Strategic surface modification of ZnO interlayer for optimizing power conversion efficiency of solar cells based on quinoxaline-based polymer

A new quinoxaline-based conjugated donor polymer (PQTBDT), comprising an electron-donating benzodithiophene unit and electron-accepting cyanoquinoxaline was synthesized for bulk heterojunction-type polymer solar cell applications. The effects of morphology and solvent treatment of ZnO interlayer on the photovoltaic properties of PQTBDT-based PSCs were investigated through systemic characterization of morphology, UV–Vis absorption, transmittance, and charge recombination properties. Nano-ripple-structured ZnO electron transport layer enhanced both charge extraction capability and short circuit current density by enlarged interface contact area and light trapping effect, respectively. Additional solvent treatment using ethanolamine further reduced interface charge traps, resulting in higher shunt resistance compared to the devices based on planar ZnO layer.

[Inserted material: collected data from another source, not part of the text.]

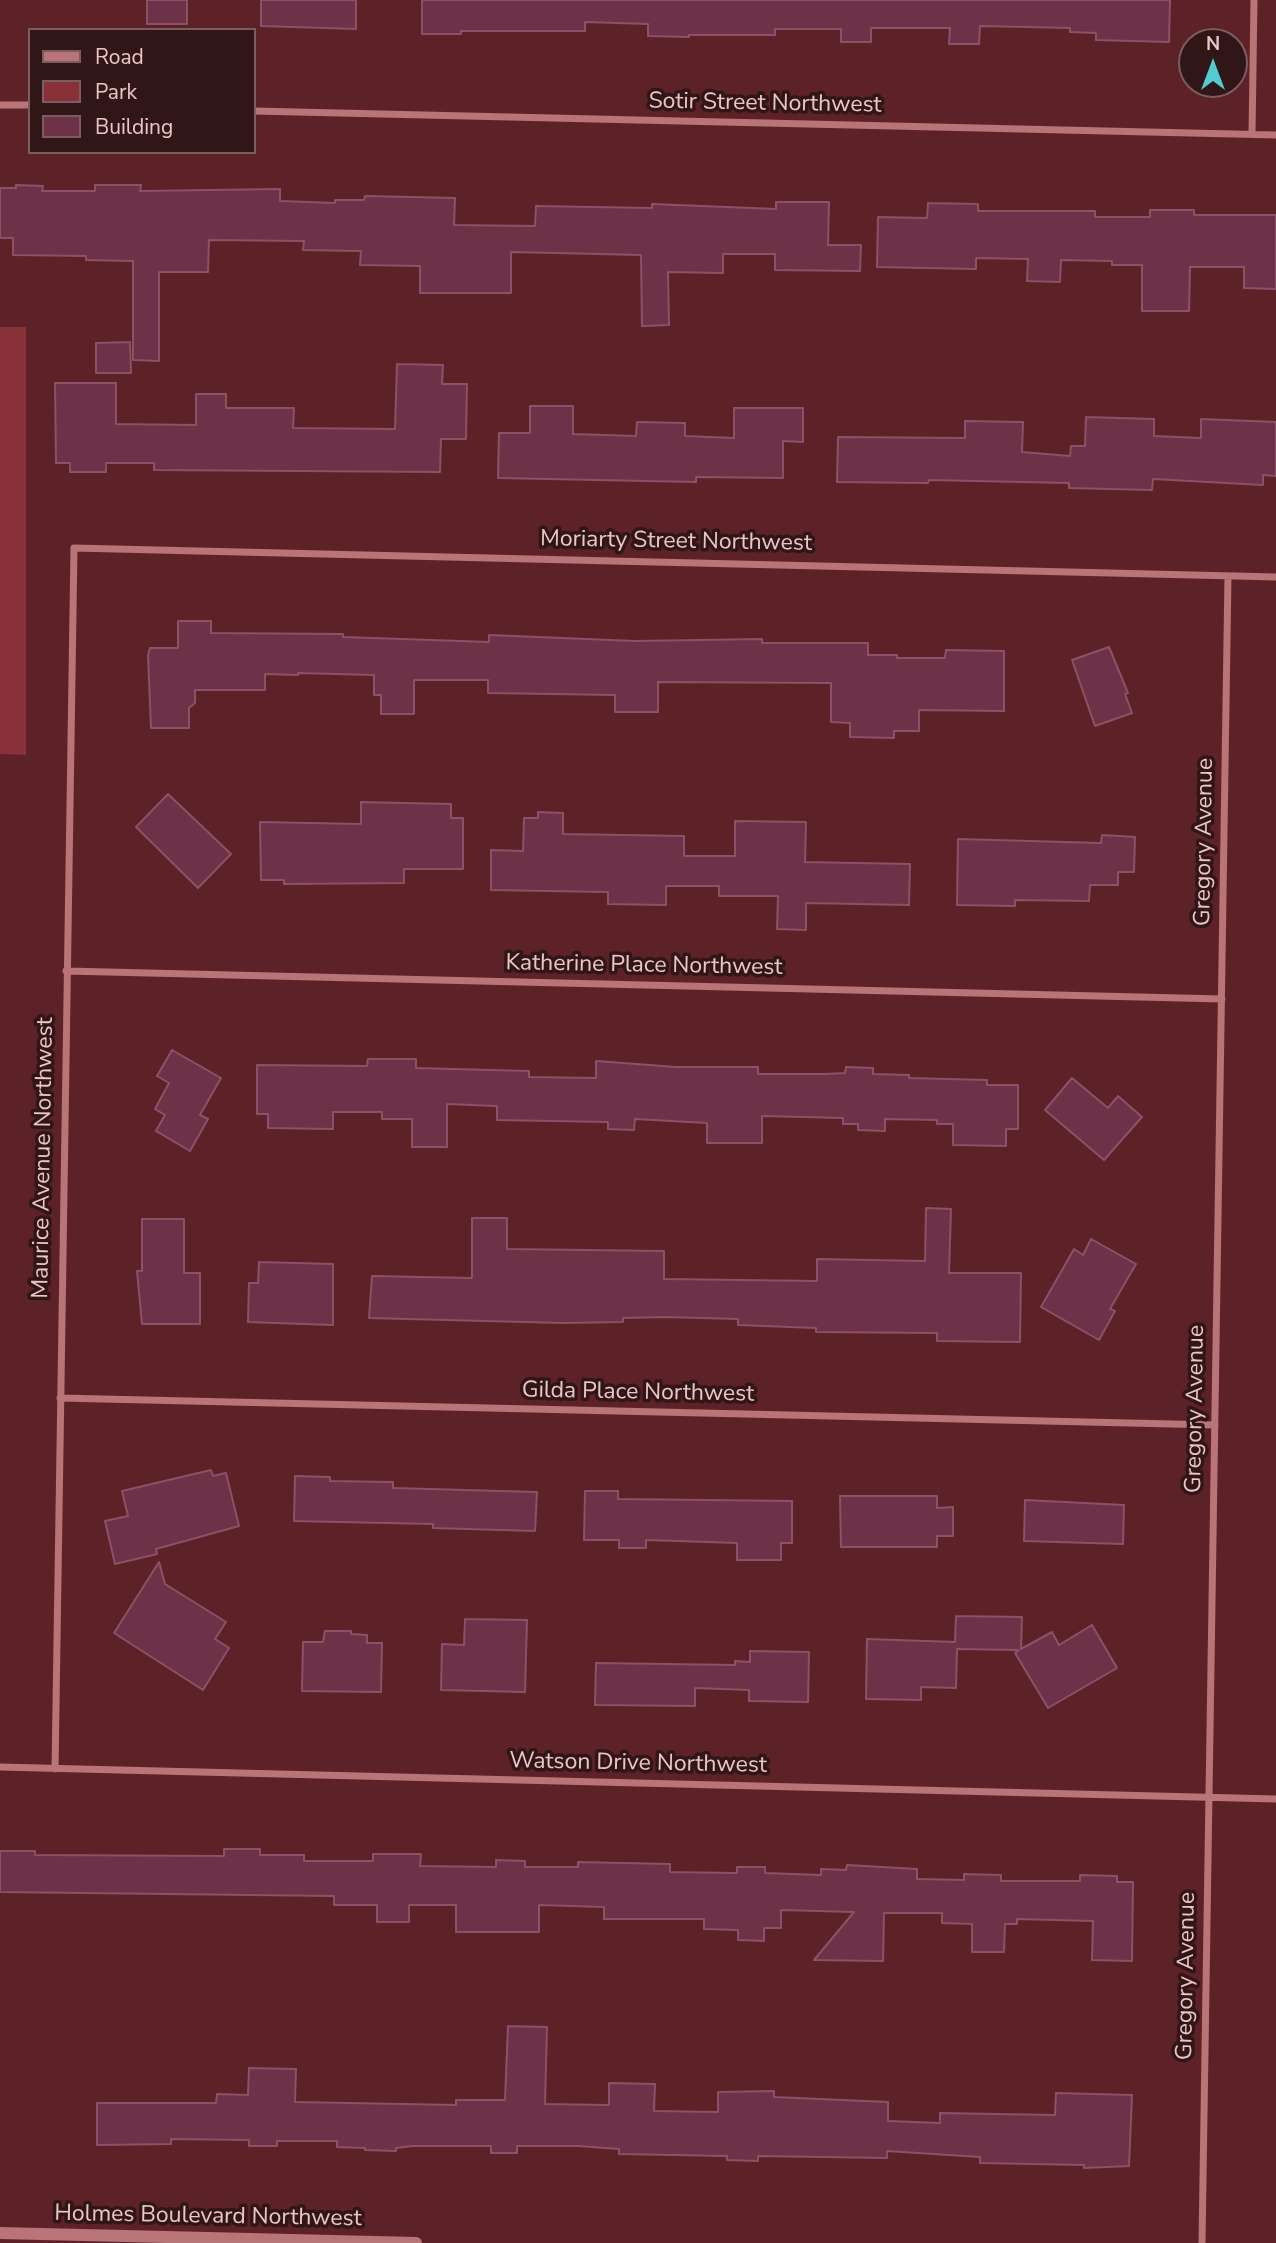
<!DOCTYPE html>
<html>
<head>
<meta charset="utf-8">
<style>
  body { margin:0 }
  #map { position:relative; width:1276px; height:2243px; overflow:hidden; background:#5d2227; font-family:"Nunito Sans",sans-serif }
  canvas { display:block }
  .legend { position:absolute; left:28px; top:28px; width:228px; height:126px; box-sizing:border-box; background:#311618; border:2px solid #7c5c5e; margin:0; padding:9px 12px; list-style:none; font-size:21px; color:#ecc6c6 }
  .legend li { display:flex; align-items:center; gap:14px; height:35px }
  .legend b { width:35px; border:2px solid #7c5c5e }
  .north { position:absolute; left:1178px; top:28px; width:70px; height:70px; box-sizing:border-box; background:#311618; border:2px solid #7c5c5e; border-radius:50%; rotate:0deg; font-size:19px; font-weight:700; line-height:28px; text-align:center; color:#ecc6c6 }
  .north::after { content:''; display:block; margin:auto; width:24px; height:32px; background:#52ccd0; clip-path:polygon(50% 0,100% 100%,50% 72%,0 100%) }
</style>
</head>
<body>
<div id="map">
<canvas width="1276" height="2243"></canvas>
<ul class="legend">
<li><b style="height:9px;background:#b87476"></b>Road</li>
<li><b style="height:19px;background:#883139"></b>Park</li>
<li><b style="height:19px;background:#6d3248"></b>Building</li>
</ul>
<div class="north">N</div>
</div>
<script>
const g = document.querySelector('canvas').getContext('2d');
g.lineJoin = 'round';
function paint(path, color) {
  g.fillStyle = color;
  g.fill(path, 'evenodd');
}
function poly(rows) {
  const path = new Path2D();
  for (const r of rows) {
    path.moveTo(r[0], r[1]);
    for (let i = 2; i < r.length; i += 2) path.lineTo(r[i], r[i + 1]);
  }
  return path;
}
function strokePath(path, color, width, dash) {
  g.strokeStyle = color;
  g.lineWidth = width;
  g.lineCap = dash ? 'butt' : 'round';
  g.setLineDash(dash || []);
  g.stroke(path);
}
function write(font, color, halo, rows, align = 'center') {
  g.font = font + ' "Nunito Sans",sans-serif';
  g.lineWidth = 7;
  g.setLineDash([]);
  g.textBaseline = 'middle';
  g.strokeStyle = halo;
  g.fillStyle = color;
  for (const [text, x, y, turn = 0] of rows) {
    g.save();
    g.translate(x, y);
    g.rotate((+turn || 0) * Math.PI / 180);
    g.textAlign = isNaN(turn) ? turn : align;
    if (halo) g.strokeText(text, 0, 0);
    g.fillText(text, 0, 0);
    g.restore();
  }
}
const green = poly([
  [0,327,26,327,26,755,0,754]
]);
const building = poly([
  [147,0,187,0,187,24,147,24,147,0],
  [261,0,356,0,356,29,261,26,261,0],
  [422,0,1170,0,1169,42,1096,40,1096,33,1070,32,1070,28,980,26,979,44,949,44,950,28,871,28,871,42,841,42,841,29,775,29,775,35,689,35,689,37,648,36,648,24,585,22,585,31,461,31,461,34,422,34,422,0],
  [16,185,43,186,42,191,95,191,95,185,141,185,140,191,280,189,280,201,335,203,335,200,364,200,365,196,455,198,454,225,535,226,536,206,652,208,652,204,776,209,776,202,829,202,828,245,861,245,860,271,775,270,775,254,723,254,723,273,668,272,669,325,642,326,641,255,511,252,511,293,420,293,420,266,360,265,361,251,303,250,304,241,209,240,208,272,159,272,159,361,133,360,133,261,86,260,86,256,13,255,13,238,0,238,0,188,16,188,16,185],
  [928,203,978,204,978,211,1095,211,1095,217,1150,217,1150,210,1194,210,1194,215,1276,215,1276,289,1244,288,1244,267,1190,267,1189,311,1142,311,1142,265,1112,265,1112,261,1061,260,1060,282,1027,281,1028,259,976,258,976,269,877,267,878,217,927,218,928,203],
  [130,342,131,373,96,373,96,343,130,342],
  [397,364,443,365,442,384,467,384,466,439,441,439,440,472,154,470,154,463,106,463,106,472,70,472,70,463,56,463,55,383,116,383,116,424,196,425,196,394,226,394,226,408,294,408,293,428,395,429,397,364],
  [530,406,573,406,573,434,636,436,637,422,685,423,685,436,734,438,734,408,803,408,803,442,783,441,783,478,696,477,696,482,498,478,499,433,530,433,530,406],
  [1086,417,1154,419,1154,436,1201,438,1201,419,1276,422,1276,476,1263,475,1263,485,1153,479,1152,490,1069,488,1069,483,929,480,928,483,837,482,838,437,965,438,965,421,1023,422,1022,452,1070,456,1071,446,1085,446,1086,417],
  [178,621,211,621,211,633,343,634,343,637,489,642,489,635,635,641,762,639,762,643,868,643,868,655,897,655,897,658,945,658,946,650,1004,651,1004,711,919,710,919,731,894,731,894,738,850,737,850,723,831,722,831,683,658,682,658,712,615,712,615,695,488,693,488,680,414,680,414,714,381,714,381,695,374,695,374,675,298,673,298,675,265,674,265,690,195,690,195,703,189,708,189,728,151,728,148,655,150,648,178,648,178,621],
  [1109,647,1128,693,1125,694,1132,713,1095,726,1072,660,1109,647],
  [168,794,231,854,198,888,136,827,168,794],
  [361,802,451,804,451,818,463,818,463,869,404,869,404,883,284,884,284,880,261,880,260,822,361,824,361,802],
  [538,812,563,813,563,834,684,836,684,856,735,856,735,821,806,822,805,862,910,864,909,905,806,903,806,930,777,929,778,896,719,896,719,886,666,886,666,905,608,904,608,892,491,890,491,850,523,851,524,818,538,818,538,812],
  [1102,835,1135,837,1134,872,1118,872,1118,885,1090,885,1089,901,1015,900,1015,906,957,905,958,839,1101,843,1102,835],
  [172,1050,221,1078,200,1115,208,1119,190,1151,156,1131,165,1115,155,1109,169,1083,157,1076,172,1050],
  [368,1059,416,1059,416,1068,529,1071,529,1077,596,1078,596,1061,676,1067,758,1067,758,1074,825,1074,845,1073,846,1067,873,1068,873,1074,909,1075,909,1078,987,1080,987,1085,1018,1085,1018,1129,1006,1129,1006,1146,953,1145,953,1124,937,1124,937,1120,885,1119,885,1131,858,1130,858,1124,843,1124,843,1118,762,1116,762,1143,707,1143,707,1123,635,1119,634,1130,608,1129,608,1122,497,1120,497,1106,447,1104,447,1147,412,1147,412,1119,382,1119,382,1112,333,1112,333,1129,268,1128,268,1114,257,1114,257,1065,367,1066,368,1059],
  [1072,1078,1108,1108,1118,1096,1142,1117,1104,1160,1045,1110,1072,1078],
  [926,1208,951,1209,949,1273,1021,1273,1020,1342,937,1341,937,1333,816,1332,816,1328,738,1325,738,1319,663,1317,623,1318,623,1322,563,1323,369,1318,372,1276,472,1278,472,1218,507,1218,507,1249,664,1251,664,1279,817,1281,817,1259,925,1261,926,1208],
  [142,1219,184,1219,184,1273,200,1273,200,1324,142,1324,137,1271,142,1271,142,1219],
  [1091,1239,1136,1264,1110,1309,1115,1311,1099,1340,1041,1307,1074,1249,1083,1255,1091,1239],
  [259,1262,333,1264,333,1325,248,1322,249,1283,258,1283,259,1262],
  [211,1470,213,1476,226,1473,239,1526,156,1549,157,1554,115,1564,105,1521,128,1516,122,1491,211,1470],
  [295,1476,330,1477,330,1481,393,1482,393,1488,537,1492,535,1531,433,1528,433,1524,294,1521,295,1476],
  [585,1491,618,1491,618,1499,792,1501,792,1543,781,1543,781,1560,737,1560,737,1543,646,1540,646,1548,619,1548,619,1540,584,1540,585,1491],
  [840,1496,937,1496,937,1508,953,1507,953,1536,937,1536,937,1547,841,1547,840,1496],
  [1025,1500,1124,1505,1123,1544,1024,1541,1025,1500],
  [159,1562,165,1584,226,1622,215,1639,229,1648,203,1690,114,1633,159,1562],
  [956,1616,1022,1617,1021,1649,1052,1632,1059,1645,1092,1625,1117,1668,1048,1708,1015,1653,1019,1650,957,1649,956,1688,921,1687,921,1700,866,1699,867,1639,955,1642,956,1616],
  [465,1619,527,1620,525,1692,441,1690,442,1644,464,1645,465,1619],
  [325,1631,351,1631,351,1634,367,1635,367,1643,382,1643,381,1692,302,1691,303,1642,323,1642,325,1631],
  [750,1651,809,1652,808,1702,749,1701,749,1690,695,1688,695,1706,595,1705,596,1663,735,1665,735,1661,750,1662,750,1651],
  [224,1849,260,1849,260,1855,304,1855,304,1861,373,1861,373,1854,421,1854,420,1866,496,1867,496,1860,525,1861,525,1867,578,1867,578,1862,670,1864,670,1872,737,1873,737,1867,765,1867,765,1873,821,1875,821,1869,846,1870,847,1865,917,1869,917,1879,964,1880,964,1874,1001,1875,1001,1881,1080,1881,1080,1875,1117,1876,1117,1882,1133,1882,1132,1961,1092,1960,1093,1921,1017,1919,1017,1924,1005,1924,1004,1952,972,1952,972,1924,942,1923,942,1913,884,1913,883,1961,814,1960,854,1912,781,1910,781,1928,764,1928,764,1941,738,1940,738,1930,704,1929,704,1919,604,1919,604,1907,539,1905,539,1932,456,1932,456,1905,409,1905,409,1922,377,1922,377,1905,334,1905,334,1896,0,1892,0,1851,35,1851,35,1855,224,1856,224,1849],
  [508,2026,547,2027,545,2104,609,2105,609,2083,655,2084,654,2111,718,2112,718,2092,774,2091,774,2097,888,2102,888,2121,940,2123,940,2113,1055,2115,1056,2093,1132,2095,1129,2166,1084,2168,1084,2165,980,2163,980,2157,887,2151,887,2158,758,2156,758,2161,727,2160,727,2156,619,2154,619,2149,578,2146,517,2146,517,2153,491,2153,491,2146,412,2146,396,2148,396,2151,365,2150,365,2148,337,2147,337,2141,277,2141,277,2146,249,2146,249,2140,171,2139,171,2144,97,2145,97,2103,216,2103,217,2094,248,2095,249,2068,296,2069,295,2102,456,2105,456,2100,505,2100,508,2026]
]);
const minor = poly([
  [0,105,30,105],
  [254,111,1276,135],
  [1252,134,1254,0],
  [66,971,1222,999],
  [60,1398,1215,1425],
  [0,1767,1276,1799],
  [55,1769,74,548,1276,577],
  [1202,2243,1228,576]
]);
const tertiary = poly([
  [0,2233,416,2243]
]);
const streetNames = [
  ["Sotir Street Northwest",765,104,1],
  ["Moriarty Street Northwest",676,542,1],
  ["Gregory Avenue",1205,842,-89],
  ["Katherine Place Northwest",644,966,1],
  ["Maurice Avenue Northwest",44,1158,-89],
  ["Gilda Place Northwest",638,1393,1],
  ["Gregory Avenue",1196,1409,-89],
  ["Watson Drive Northwest",638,1764,1],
  ["Gregory Avenue",1187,1976,-89],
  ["Holmes Boulevard Northwest",208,2217,1]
];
paint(green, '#883139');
paint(building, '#6d3248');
strokePath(building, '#8e5066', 2);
strokePath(minor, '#b87476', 7);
strokePath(tertiary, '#b87476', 12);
write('23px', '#ecc6c6', '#311618', streetNames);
</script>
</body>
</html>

Combination of these two processes for ZnO interlayer optimized performance of PQTBDT-based solar cells with power conversion efficiency up to 6.50%. •A new quinoxaline-based electron-donor conjugated polymer (PQTBDT) is synthesized and characterized.•Nano-structure modification of ZnO interlayer improved charge extraction capability of PQTBDT-based solar cells.•Solvent treatment of ZnO surface reduced interface charge traps and improved performance of PQTBDT-based solar cells.